Calpine bonds boosted on settlement; Tropicana up on interest payment; Tekni-Plex trades flat

By Stephanie N. Rotondo

Portland, Ore., Dec. 17 - The distressed market was almost in full holiday mode Monday. One trader noted that if it was not for Calpine Corp., there would be nothing going on at all.

Early Monday, Calpine announced that it had reached a valuation settlement with its creditors and shareholders. The market reacted positively to the news, pushing the power producer's bonds up as much as 8 points.

Meanwhile, Tropicana Entertainment LLC's bonds continued to be actively quoted and were boosted by the news that the company had made its coupon payment. The term loan, meanwhile, continued moving higher on reported asset sales.

Over the weekend, Tekni-Plex Inc. missed its coupon payment. Come Monday, the company announced it had hired a turnaround specialist, adding that it had entered into a waiver agreement with its credit facility lenders. Its bonds have begun trading flat.

Overall, the distressed arena remains under pressure, though trading volume remains very light.

Settlement boosts Calpine

The confirmation hearing on Calpine's reorganization plan began Monday morning. Not long after that began, the company announced it had come to terms with its creditors and shareholders regarding a valuation statement.

The news prompted the San Jose, Calif.-based company's bonds to gain. One trader called the 8½% notes due 2008 up 5.5 to 6 points at 115 bid, 116 offered and the 8½% notes due 2011 up 2 points at 114 bid, 115 offered.

Another trader quoted the 2011 issue at 114.5 bid, 115.5 offered, while another placed the 2008 issue up 7 points to 114 bid, 116 offered. The trader pegged the 7¾% notes due 2009 also up 7 points at 113 bid, 115 offered.

He also saw Calpine's convertible notes up, with its 4¾% notes due 2023 better by 4 points at 101.5 bid, 103.5 offered and its 6% notes due 2014 a point better at 87 bid, 89 offered.

At another shop, a trader saw the 2008 piece up 8 points at 115 bid, 116 offered and pegged its 8½% notes due 2011 a point better at 114 bid, 115 offered.

Another market source had the 2011 paper up more than 2 points, at just below 116 bid.

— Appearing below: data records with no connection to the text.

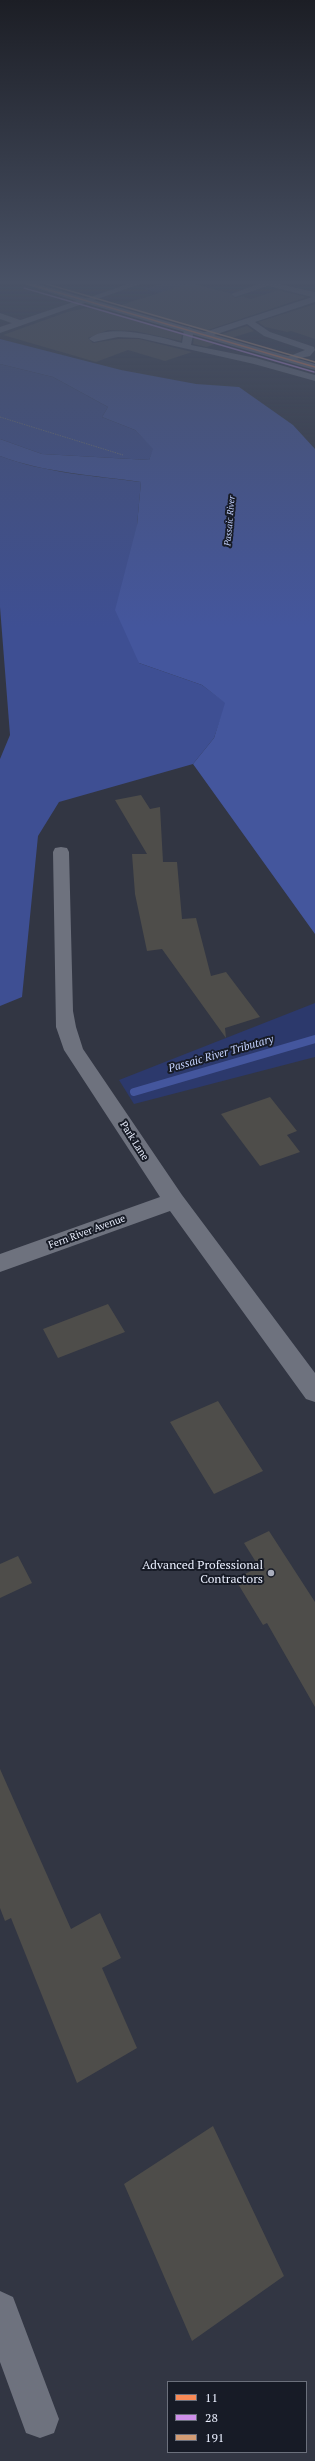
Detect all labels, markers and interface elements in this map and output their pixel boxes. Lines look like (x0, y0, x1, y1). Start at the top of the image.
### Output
water label: Passaic River (222, 495, 238, 547)
water label: Passaic River Tributary (167, 1033, 275, 1075)
street label: Park Lane (117, 1119, 151, 1163)
street label: Fern River Avenue (47, 1213, 127, 1251)
place label: Advanced Professional Contractors (142, 1559, 263, 1587)
marker: Advanced Professional Contractors (266, 1568, 276, 1578)
legend (167, 2381, 307, 2453)
text: 11 (205, 2390, 218, 2405)
text: 28 (205, 2410, 218, 2425)
text: 191 (205, 2430, 224, 2445)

Under the settlement, valuation of the company was decreased slightly to $18.95 billion from the mid-range level of $19.3 billion. In exchange for approving the lower value, existing shareholders will receive out-of-the-money warrants, which one analyst believes will equal "a value reflecting full par plus accrued interest on the senior notes." Senior unsecured holders will also get a larger portion of the pie.

"We believe that this is a positive announcement for both creditors and shareholders," the analyst said. "Basically, [the bondholders] are giving up nothing." On top of that, he said, the company has "limited objections" that could hold up the emergence process.

He added that the settlement could position the company to exit bankruptcy before its Feb. 7 deadline.

Post-bankruptcy, the analyst - and many other market players - sees Calpine emerging as a solid company. The analyst compared the company's position to that of former bankrupt company Mirant, whose stock "traded very well post-reorganization."

The analyst noted that there are many funds that would like to play in the name, but because of their charters, they are prohibited from getting involved in bankrupt credits. Once the company exits Chapter 11 and begins trading on the stock exchange again, the analyst expects to see "a pop in the stock initially."

Long-term, the analyst believes the company has what it takes.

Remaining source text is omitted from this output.